The sound of laughter of old friends
Published 9:20 pm Tuesday, July 22, 2014
I can close my eyes and identify all seven women just by their laughter. They are seven friends who met while attending the same school, Randolph Macon Woman’s College, in Virginia. All but one came from the south. Ironically, the lone person from above the Mason-Dixon Line is named Georgia.
Lucinda, Mig, Camille, Gretta, Kathryn, Georgia, and my wife Mary Lou, gathered in Atlanta this weekend to celebrate the birthdays of the last two friends to turn sixty. By their screams, squeals and laughter, you would think they were eighteen again.
While they have gathered in various groups over the years, this was the first time in at least a quarter century that all seven were together at the same time. They decided to let the five husbands attend this get-together. I, alone amongst the husbands, actually knew the girls in college.
Friday evening seemed a fitting launch of the weekend. We attended an Indigo Girls concert on the beautiful lawn at the Atlanta Botanical Gardens. At least they are beautiful when it isn’t raining. We endured the entire concert sitting outdoors during a slow rain, something I haven’t done since college.
A spread fit for the occasion had been prepared to be accompanied by fine wine. It was only when we arrived at the gate that we found out that no food or drink was allowed past the entrance gate. Adapting to change as these friends always have, we enjoyed a tailgate party worthy of any Saturday afternoon football game.
The next morning we were to enjoy a brunch at the home of our Atlanta host only to have the power knocked out by a storm for several hours. Adapting yet again, we enjoyed food and friendship by candlelight and the muted light coming through the windows.
Most of us visited the new National Center for Human and Civil Rights on Centennial Park, adjacent to the World of Coke and the Georgia Aquarium. It might seem like an odd place to visit on a birthday, but it was reflective of the type of women these girls have become.

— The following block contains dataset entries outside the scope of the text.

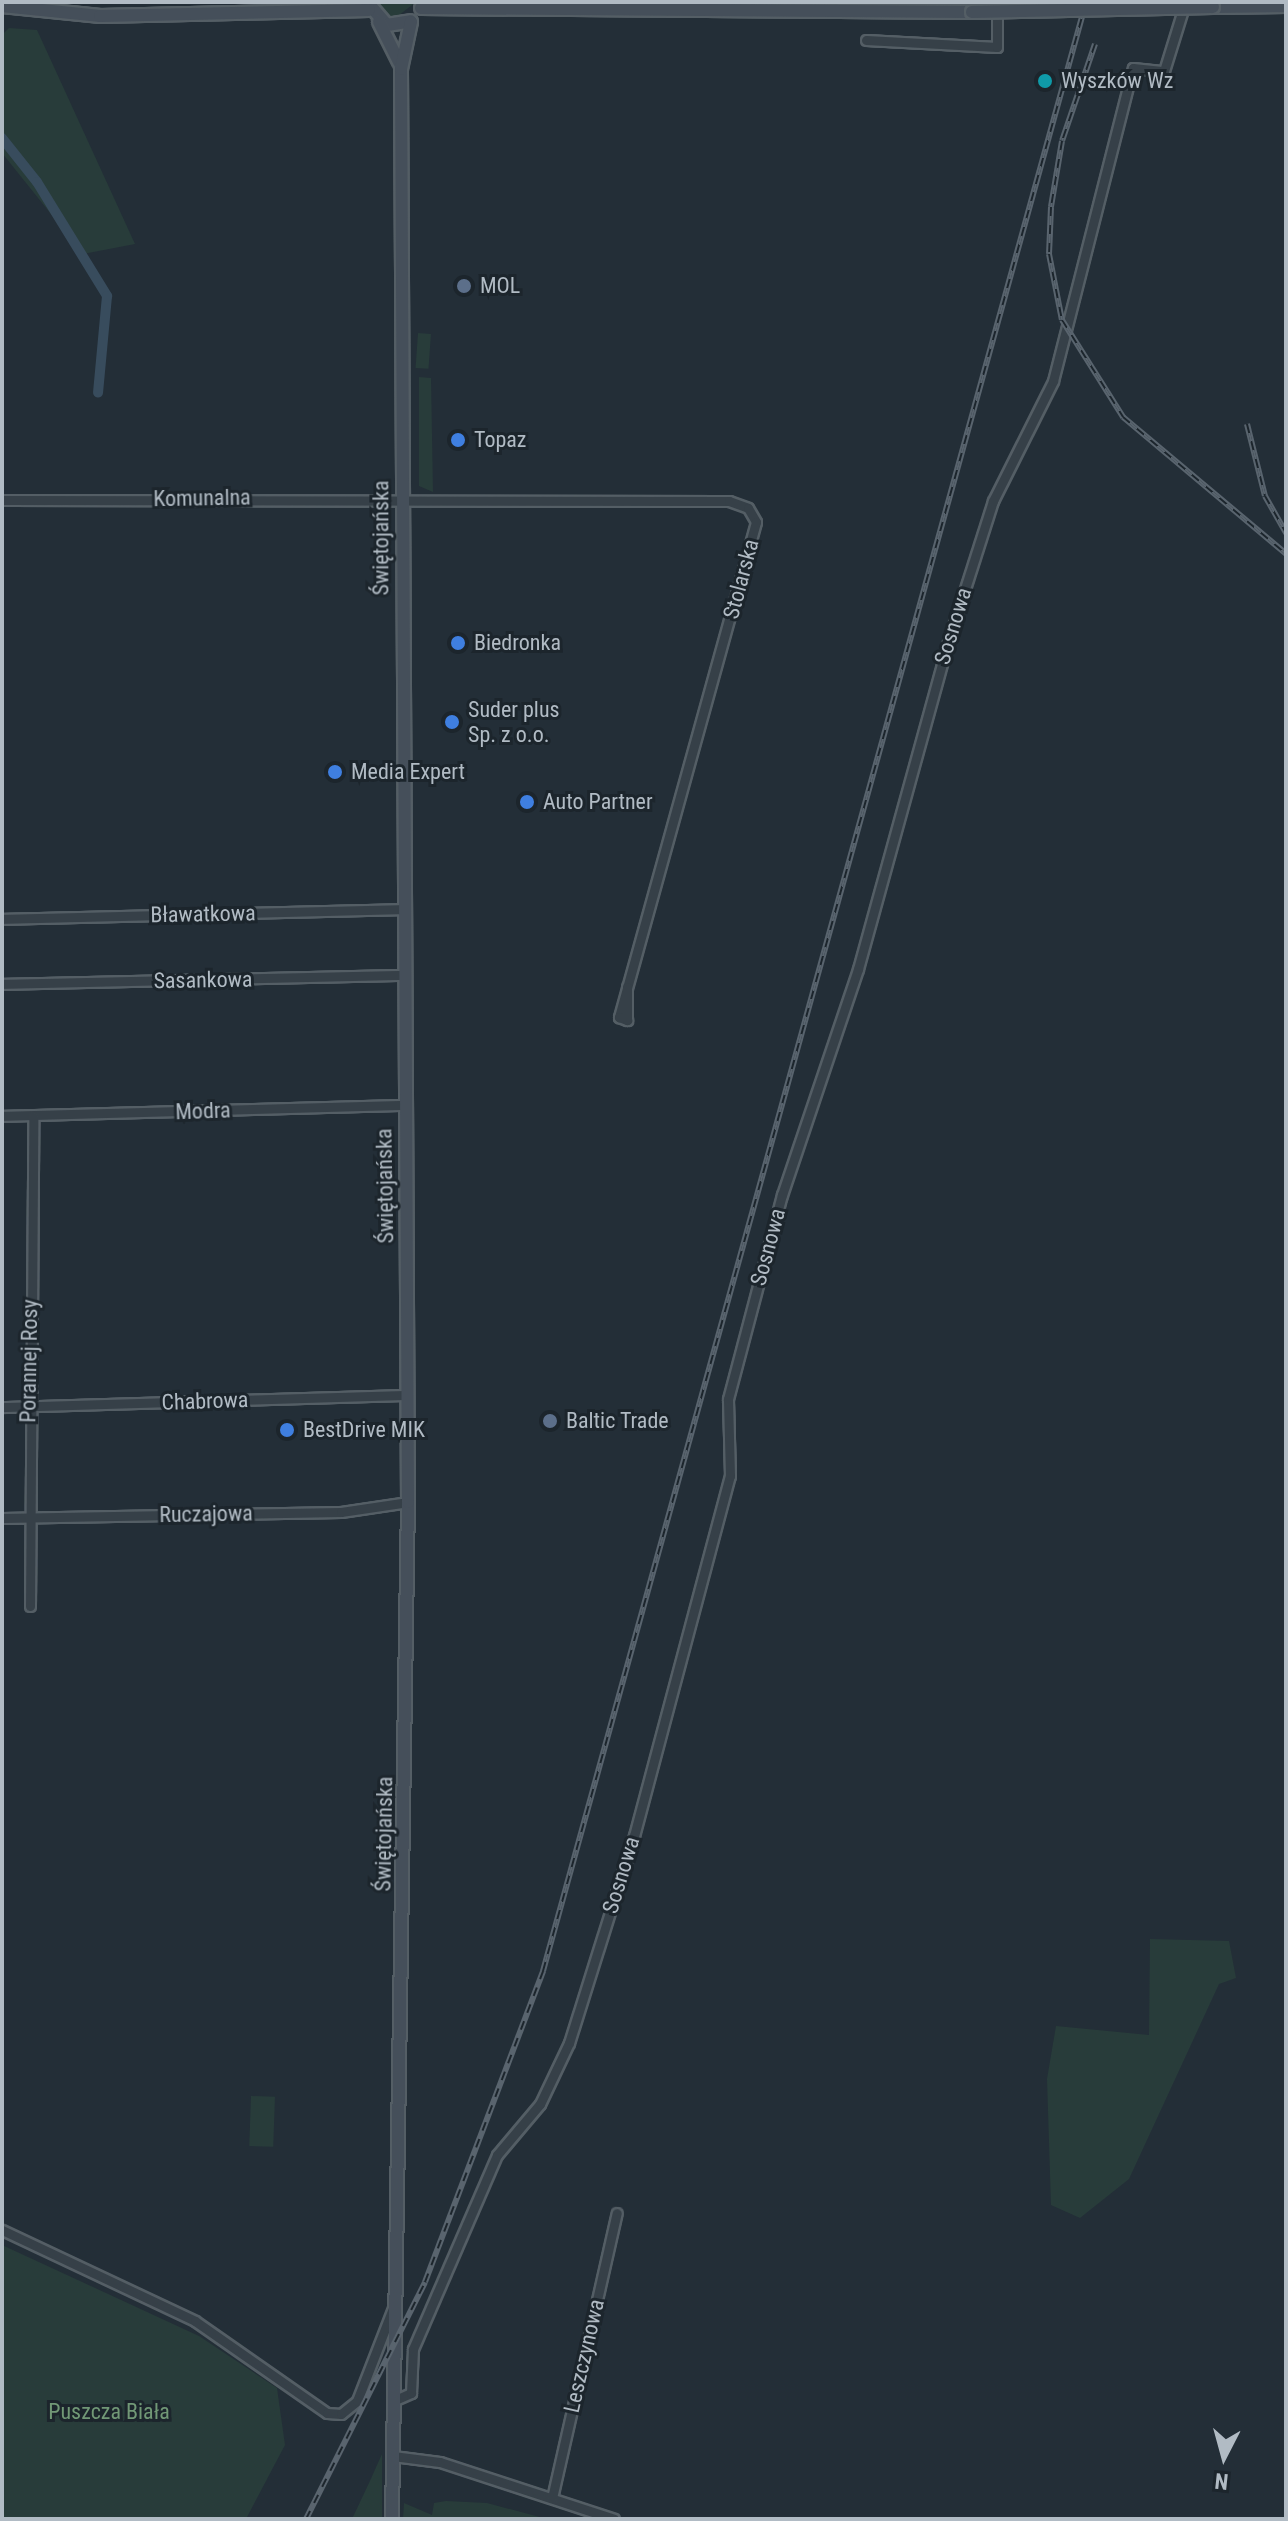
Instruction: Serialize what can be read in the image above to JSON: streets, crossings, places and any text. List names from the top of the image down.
{
  "streets": {
    "street": [
      "Komunalna",
      "Świętojańska",
      "Stolarska",
      "Sosnowa",
      "Bławatkowa",
      "Sasankowa",
      "Modra",
      "Porannej Rosy",
      "Chabrowa",
      "Ruczajowa",
      "Leszczynowa"
    ]
  },
  "crossings": [
    ["Komunalna", "Świętojańska"],
    ["Komunalna", "Stolarska"],
    ["Świętojańska", "Stolarska"],
    ["Świętojańska", "Sosnowa"],
    ["Świętojańska", "Bławatkowa"],
    ["Świętojańska", "Sasankowa"],
    ["Świętojańska", "Modra"],
    ["Świętojańska", "Chabrowa"],
    ["Świętojańska", "Ruczajowa"],
    ["Modra", "Porannej Rosy"],
    ["Porannej Rosy", "Chabrowa"],
    ["Porannej Rosy", "Ruczajowa"]
  ],
  "parks": ["Puszcza Biała"],
  "places": [
    "Wyszków Wz",
    "MOL",
    "Topaz",
    "Biedronka",
    "Suder plus Sp. z o.o.",
    "Media Expert",
    "Auto Partner",
    "Baltic Trade",
    "BestDrive MIK"
  ],
  "north": "bottom"
}
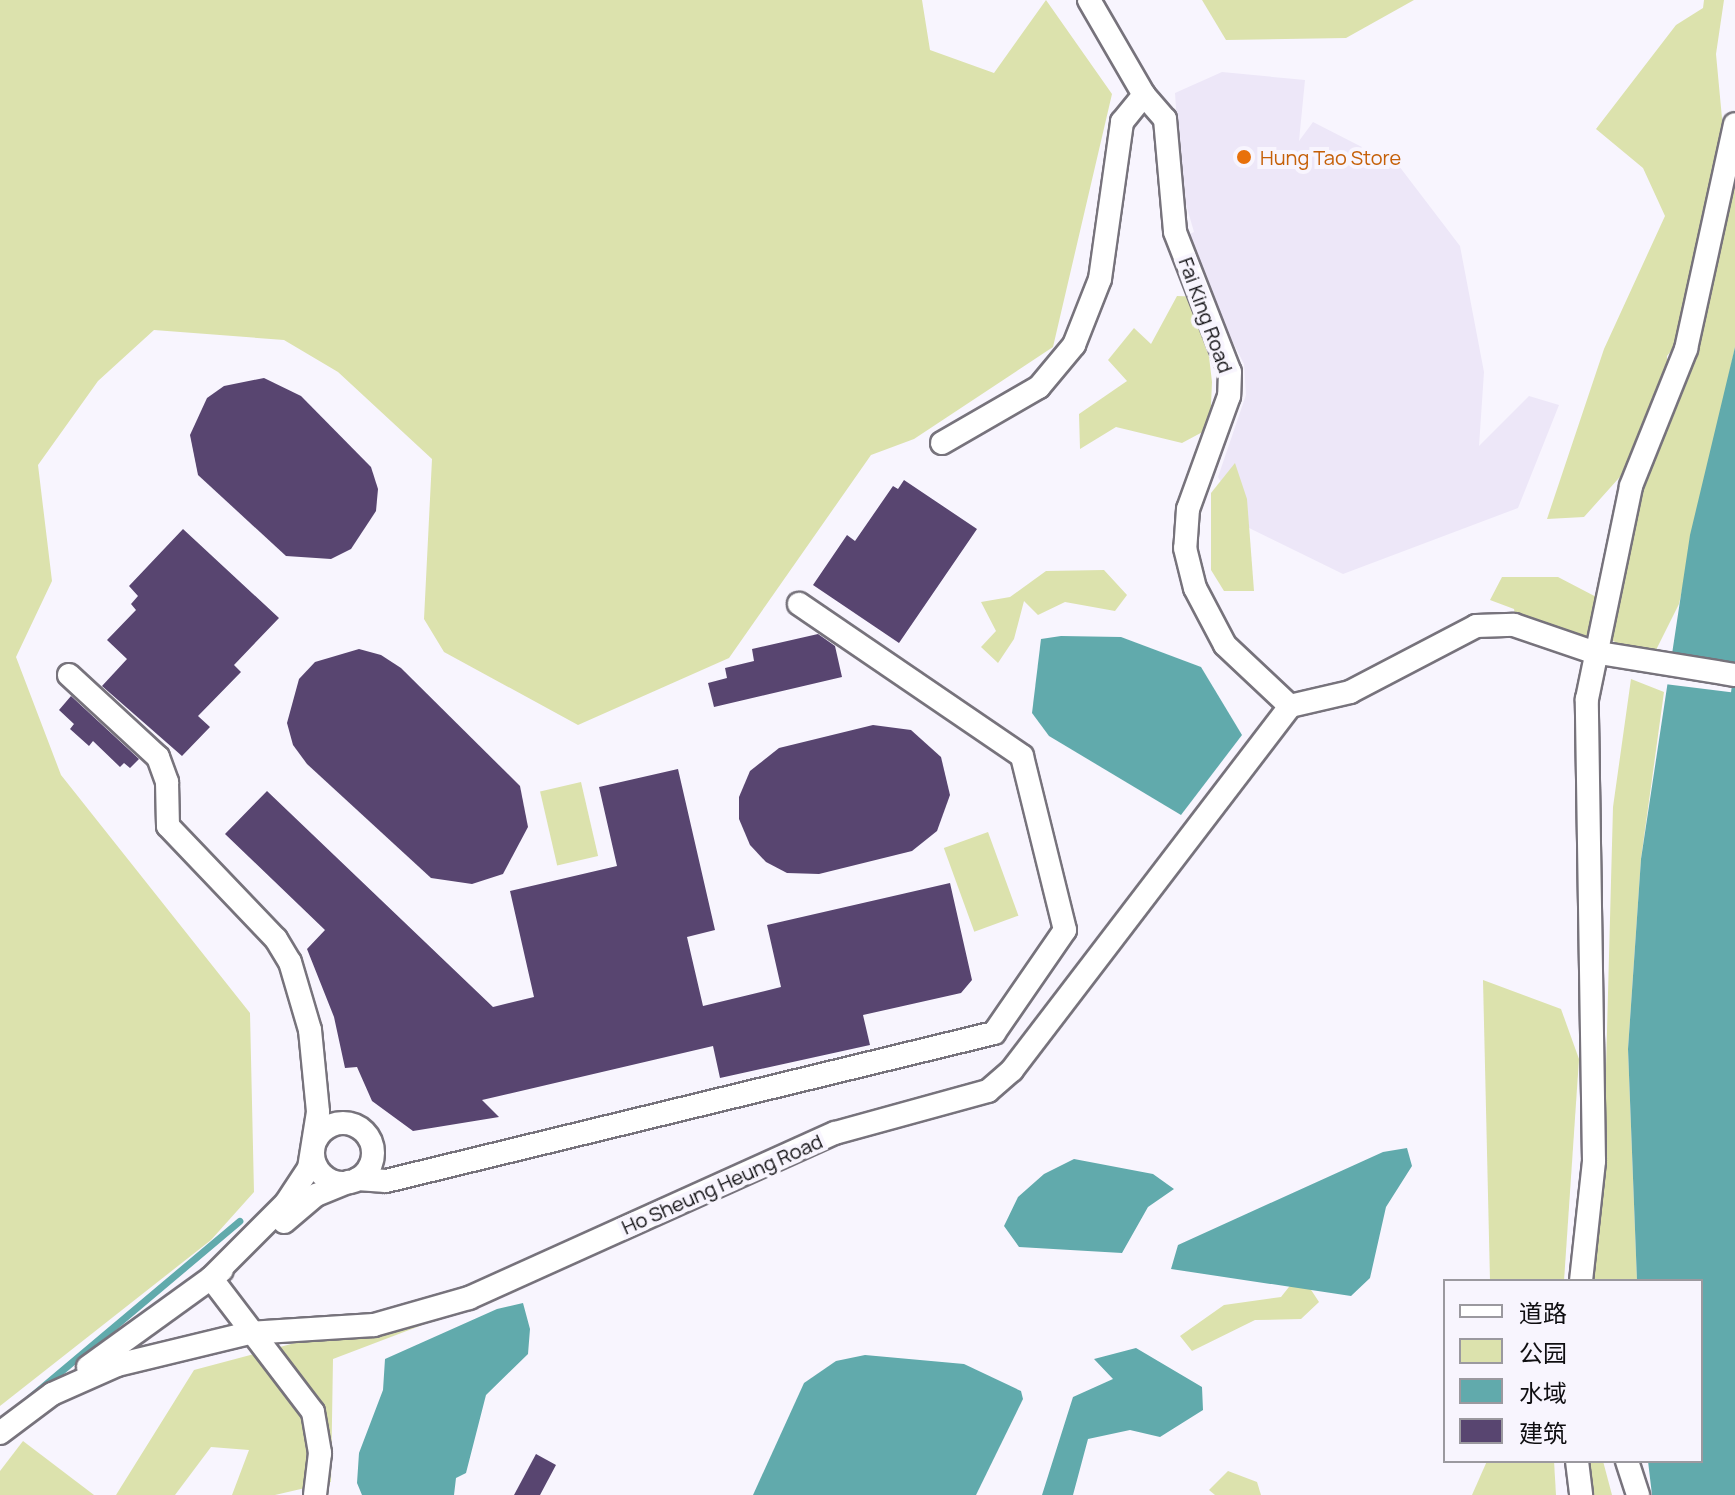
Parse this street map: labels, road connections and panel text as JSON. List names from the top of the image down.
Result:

They are all successful in their own way. Most followed their dreams in some fashion or another. Like all lifelong friendships, they have endured hardships and heartaches, but the laughter never left, no matter the circumstances.
The husbands enjoyed each other and fit in well together, but we were really like an interesting act in the small side ring of a big tent circus. These girls, their lives and their laughter were in the center ring and the spotlight was always on them.
We occasionally forget the importance of friends in our lives. You don’t have to get together yearly or even talk on the telephone regularly. It is enough to be genuinely interested in each other, in failures and successes, and especially in fostering the ongoing dreams of even sixty year old women.
The seeds of true friendship planted in a small school in Virginia years ago, nurtured by most during a year in Europe, and growing during decades of sharing each other’s lives resulted in the blossoming of the full flower this weekend.
It was a fun weekend for me, but more than anything it was a blessing to watch seven women become girls again, to hear the same old stories and new ones as well, and to listen repeatedly to that wonderful, magical sound of the laughter of old friends.